◆ **Directions**
Please filter the entries and return only the lines that include "share".

◆ **Provided data**
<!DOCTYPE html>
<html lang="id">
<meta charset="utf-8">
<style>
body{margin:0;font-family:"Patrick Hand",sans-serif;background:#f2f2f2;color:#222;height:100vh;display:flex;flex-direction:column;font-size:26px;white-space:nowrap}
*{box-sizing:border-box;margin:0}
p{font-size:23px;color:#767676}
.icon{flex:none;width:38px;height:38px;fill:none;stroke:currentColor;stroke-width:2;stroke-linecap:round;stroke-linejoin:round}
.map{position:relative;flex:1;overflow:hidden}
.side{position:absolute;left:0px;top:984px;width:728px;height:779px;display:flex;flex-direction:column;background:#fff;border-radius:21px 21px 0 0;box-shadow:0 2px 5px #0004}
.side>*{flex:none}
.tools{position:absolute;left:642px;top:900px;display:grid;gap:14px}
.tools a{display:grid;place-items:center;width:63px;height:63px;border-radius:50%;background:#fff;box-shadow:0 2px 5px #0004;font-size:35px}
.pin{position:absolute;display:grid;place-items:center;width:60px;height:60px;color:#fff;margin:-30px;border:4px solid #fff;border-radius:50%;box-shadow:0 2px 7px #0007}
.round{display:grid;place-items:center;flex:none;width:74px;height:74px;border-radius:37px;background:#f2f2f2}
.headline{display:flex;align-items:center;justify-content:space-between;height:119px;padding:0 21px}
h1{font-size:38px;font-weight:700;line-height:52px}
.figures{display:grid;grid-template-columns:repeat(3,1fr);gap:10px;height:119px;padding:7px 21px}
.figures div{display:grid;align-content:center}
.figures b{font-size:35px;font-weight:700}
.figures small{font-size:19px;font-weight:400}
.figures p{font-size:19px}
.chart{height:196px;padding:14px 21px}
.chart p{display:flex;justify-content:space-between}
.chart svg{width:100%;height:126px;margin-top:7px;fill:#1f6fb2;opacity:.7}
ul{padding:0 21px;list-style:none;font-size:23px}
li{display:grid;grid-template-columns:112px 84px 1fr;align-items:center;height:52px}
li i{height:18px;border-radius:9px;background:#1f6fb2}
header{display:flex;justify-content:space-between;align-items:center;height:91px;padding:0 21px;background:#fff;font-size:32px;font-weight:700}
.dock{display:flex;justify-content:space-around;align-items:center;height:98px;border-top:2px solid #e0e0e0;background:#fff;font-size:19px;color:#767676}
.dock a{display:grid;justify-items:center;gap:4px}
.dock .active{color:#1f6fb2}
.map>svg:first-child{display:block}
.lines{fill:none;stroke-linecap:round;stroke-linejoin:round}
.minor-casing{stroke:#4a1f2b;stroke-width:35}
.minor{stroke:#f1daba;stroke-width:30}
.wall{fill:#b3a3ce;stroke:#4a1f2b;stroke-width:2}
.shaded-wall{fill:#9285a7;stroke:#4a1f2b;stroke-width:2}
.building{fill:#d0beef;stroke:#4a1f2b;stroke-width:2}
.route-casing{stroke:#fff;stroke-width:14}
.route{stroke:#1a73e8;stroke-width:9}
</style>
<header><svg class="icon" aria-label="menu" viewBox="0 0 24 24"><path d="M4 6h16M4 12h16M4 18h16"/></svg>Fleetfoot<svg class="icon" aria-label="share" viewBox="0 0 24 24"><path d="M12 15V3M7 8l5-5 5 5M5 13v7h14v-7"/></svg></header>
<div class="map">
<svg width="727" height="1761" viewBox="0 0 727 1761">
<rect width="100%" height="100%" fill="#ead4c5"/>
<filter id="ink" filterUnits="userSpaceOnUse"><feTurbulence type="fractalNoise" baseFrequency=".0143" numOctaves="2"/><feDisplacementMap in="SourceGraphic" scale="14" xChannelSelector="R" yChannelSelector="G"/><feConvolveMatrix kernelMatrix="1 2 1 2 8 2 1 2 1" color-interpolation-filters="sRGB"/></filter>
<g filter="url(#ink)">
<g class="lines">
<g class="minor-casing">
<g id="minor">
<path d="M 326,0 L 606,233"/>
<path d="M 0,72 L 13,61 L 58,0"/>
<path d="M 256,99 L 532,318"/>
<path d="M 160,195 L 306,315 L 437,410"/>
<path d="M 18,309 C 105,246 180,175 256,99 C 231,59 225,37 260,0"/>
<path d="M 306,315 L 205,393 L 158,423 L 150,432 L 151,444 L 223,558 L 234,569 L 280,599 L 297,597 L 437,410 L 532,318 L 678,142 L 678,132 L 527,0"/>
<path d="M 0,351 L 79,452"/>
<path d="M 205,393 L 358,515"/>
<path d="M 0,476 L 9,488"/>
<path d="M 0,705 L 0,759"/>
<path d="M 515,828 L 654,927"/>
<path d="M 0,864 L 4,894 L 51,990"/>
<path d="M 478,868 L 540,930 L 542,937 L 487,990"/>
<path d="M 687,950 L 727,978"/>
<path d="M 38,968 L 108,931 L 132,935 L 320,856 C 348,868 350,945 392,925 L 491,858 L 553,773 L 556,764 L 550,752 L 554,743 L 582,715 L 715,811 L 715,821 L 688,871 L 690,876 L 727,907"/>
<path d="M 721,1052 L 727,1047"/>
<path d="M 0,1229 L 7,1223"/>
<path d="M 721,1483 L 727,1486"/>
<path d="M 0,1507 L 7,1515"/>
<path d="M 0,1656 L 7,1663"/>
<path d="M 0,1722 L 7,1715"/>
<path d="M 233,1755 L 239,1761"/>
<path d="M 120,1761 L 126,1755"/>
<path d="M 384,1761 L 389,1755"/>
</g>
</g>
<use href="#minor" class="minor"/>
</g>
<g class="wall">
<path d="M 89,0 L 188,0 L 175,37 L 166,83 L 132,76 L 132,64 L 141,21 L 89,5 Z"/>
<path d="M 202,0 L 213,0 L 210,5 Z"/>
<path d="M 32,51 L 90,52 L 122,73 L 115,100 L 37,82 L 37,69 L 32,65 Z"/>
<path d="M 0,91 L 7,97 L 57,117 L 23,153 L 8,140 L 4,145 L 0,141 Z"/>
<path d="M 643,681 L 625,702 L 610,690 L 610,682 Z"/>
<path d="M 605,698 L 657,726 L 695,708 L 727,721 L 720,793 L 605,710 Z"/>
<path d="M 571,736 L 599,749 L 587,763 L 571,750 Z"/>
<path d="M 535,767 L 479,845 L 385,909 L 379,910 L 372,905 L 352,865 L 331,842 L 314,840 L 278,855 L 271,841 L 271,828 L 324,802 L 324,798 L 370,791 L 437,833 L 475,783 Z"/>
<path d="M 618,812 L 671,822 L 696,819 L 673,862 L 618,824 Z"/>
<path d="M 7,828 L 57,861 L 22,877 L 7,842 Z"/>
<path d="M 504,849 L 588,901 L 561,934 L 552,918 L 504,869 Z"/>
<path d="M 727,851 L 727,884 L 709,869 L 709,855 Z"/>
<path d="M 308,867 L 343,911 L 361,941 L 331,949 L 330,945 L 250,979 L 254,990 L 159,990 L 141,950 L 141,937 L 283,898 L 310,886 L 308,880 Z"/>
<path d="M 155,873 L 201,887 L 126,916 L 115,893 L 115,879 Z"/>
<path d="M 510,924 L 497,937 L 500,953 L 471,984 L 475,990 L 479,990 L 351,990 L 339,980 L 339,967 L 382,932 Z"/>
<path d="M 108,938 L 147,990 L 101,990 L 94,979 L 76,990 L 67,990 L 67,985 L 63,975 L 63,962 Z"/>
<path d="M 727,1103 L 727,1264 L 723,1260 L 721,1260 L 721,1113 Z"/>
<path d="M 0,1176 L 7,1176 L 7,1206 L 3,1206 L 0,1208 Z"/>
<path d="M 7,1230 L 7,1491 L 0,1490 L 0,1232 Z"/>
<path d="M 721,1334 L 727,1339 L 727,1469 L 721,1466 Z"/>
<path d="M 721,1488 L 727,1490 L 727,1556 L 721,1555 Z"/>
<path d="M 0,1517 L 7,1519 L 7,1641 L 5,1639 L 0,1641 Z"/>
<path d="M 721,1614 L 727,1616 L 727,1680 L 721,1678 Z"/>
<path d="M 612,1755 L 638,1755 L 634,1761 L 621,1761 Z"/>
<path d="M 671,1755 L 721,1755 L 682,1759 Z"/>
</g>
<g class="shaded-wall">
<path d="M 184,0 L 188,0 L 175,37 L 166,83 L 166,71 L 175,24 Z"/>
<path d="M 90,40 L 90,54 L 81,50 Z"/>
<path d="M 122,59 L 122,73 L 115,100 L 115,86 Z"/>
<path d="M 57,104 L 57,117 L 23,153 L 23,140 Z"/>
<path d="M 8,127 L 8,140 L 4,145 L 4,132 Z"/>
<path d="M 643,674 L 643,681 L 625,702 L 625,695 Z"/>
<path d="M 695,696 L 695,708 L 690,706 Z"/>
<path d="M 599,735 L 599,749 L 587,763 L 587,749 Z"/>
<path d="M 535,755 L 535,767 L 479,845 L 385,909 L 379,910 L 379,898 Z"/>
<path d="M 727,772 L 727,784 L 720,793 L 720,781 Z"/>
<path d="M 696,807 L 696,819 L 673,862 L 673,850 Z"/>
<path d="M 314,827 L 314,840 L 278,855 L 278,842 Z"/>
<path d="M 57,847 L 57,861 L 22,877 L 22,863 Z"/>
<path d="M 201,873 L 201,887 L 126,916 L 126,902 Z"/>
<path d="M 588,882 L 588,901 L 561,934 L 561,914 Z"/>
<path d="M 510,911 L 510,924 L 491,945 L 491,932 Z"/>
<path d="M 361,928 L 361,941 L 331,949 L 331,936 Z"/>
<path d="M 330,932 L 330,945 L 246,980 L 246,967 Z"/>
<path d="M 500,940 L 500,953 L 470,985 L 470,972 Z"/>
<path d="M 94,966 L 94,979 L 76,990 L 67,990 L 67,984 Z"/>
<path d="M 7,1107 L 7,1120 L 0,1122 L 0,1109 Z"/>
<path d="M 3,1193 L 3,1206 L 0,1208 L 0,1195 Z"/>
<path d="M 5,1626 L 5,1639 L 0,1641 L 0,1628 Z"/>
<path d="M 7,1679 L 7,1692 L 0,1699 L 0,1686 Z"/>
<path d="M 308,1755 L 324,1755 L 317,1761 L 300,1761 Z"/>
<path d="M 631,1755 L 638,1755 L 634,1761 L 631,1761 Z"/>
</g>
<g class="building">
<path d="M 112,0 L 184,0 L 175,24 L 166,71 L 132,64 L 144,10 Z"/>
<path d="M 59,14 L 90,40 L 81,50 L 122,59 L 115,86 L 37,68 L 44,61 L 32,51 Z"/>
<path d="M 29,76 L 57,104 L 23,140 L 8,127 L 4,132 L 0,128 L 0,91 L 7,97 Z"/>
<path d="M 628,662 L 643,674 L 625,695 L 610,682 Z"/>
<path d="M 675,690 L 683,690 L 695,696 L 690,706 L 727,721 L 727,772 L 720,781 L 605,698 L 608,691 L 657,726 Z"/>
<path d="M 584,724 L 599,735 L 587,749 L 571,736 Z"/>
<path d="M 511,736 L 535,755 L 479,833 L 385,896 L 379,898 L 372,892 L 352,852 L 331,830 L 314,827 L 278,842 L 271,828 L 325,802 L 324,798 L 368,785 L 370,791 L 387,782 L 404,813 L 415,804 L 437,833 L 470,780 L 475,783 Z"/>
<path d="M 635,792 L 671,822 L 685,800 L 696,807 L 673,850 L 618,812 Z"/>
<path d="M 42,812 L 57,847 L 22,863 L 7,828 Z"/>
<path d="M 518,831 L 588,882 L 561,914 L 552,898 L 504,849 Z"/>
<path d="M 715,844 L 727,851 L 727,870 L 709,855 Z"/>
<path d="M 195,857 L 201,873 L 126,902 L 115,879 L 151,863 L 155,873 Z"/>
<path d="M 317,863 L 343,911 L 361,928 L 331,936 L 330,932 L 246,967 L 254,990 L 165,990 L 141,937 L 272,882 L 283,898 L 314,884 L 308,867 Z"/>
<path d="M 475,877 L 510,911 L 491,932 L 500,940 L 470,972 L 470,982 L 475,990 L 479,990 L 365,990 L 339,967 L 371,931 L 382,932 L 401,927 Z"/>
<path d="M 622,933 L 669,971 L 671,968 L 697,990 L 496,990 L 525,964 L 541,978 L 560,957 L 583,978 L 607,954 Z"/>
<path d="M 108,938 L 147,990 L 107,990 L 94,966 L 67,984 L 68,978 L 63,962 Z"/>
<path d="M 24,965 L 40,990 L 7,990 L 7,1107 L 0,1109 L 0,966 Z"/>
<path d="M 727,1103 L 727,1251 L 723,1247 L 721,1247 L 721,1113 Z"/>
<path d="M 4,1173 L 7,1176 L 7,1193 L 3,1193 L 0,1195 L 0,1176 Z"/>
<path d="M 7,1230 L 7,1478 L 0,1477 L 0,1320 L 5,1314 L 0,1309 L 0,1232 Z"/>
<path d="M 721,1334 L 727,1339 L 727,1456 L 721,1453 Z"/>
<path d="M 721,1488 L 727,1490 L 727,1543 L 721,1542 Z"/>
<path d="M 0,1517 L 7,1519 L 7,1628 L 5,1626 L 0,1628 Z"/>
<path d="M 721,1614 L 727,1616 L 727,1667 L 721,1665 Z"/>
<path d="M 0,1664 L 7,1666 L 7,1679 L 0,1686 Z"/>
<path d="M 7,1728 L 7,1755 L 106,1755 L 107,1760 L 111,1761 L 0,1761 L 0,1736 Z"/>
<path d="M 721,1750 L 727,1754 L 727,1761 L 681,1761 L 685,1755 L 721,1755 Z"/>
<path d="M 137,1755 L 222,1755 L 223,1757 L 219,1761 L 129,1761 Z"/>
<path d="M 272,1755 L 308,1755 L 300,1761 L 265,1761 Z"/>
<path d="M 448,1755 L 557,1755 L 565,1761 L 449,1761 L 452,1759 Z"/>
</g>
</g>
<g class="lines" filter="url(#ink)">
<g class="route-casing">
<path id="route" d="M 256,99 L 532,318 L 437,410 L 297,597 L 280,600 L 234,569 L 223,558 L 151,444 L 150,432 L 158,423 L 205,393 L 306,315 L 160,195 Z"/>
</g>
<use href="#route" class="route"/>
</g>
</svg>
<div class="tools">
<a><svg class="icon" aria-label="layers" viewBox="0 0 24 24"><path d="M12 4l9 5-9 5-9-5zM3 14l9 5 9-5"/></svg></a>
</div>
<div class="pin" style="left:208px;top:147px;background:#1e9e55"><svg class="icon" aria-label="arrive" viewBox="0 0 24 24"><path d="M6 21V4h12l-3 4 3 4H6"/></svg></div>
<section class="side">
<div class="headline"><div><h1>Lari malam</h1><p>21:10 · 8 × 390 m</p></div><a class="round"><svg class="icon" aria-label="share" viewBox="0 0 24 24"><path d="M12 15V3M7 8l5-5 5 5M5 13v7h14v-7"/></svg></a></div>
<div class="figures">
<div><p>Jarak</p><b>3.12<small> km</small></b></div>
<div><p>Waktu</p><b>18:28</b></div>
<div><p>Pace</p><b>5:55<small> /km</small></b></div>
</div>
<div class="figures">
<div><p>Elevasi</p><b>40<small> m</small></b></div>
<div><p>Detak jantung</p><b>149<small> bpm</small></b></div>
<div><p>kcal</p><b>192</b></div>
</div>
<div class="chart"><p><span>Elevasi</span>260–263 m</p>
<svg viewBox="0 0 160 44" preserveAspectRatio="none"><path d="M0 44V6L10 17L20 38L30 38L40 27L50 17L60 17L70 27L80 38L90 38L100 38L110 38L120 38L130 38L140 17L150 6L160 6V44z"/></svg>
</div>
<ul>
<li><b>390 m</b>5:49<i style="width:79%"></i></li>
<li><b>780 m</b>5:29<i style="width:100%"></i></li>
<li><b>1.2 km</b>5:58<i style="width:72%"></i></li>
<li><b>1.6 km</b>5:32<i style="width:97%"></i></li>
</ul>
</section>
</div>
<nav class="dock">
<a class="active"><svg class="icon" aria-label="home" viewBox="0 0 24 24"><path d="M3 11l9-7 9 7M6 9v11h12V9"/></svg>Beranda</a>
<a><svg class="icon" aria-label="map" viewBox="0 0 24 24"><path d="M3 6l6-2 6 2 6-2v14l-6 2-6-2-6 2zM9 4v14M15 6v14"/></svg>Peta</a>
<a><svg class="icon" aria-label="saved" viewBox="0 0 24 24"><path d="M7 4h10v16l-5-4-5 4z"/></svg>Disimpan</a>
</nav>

◆ **Exercise output**
<header><svg class="icon" aria-label="menu" viewBox="0 0 24 24"><path d="M4 6h16M4 12h16M4 18h16"/></svg>Fleetfoot<svg class="icon" aria-label="share" viewBox="0 0 24 24"><path d="M12 15V3M7 8l5-5 5 5M5 13v7h14v-7"/></svg></header>
<div class="headline"><div><h1>Lari malam</h1><p>21:10 · 8 × 390 m</p></div><a class="round"><svg class="icon" aria-label="share" viewBox="0 0 24 24"><path d="M12 15V3M7 8l5-5 5 5M5 13v7h14v-7"/></svg></a></div>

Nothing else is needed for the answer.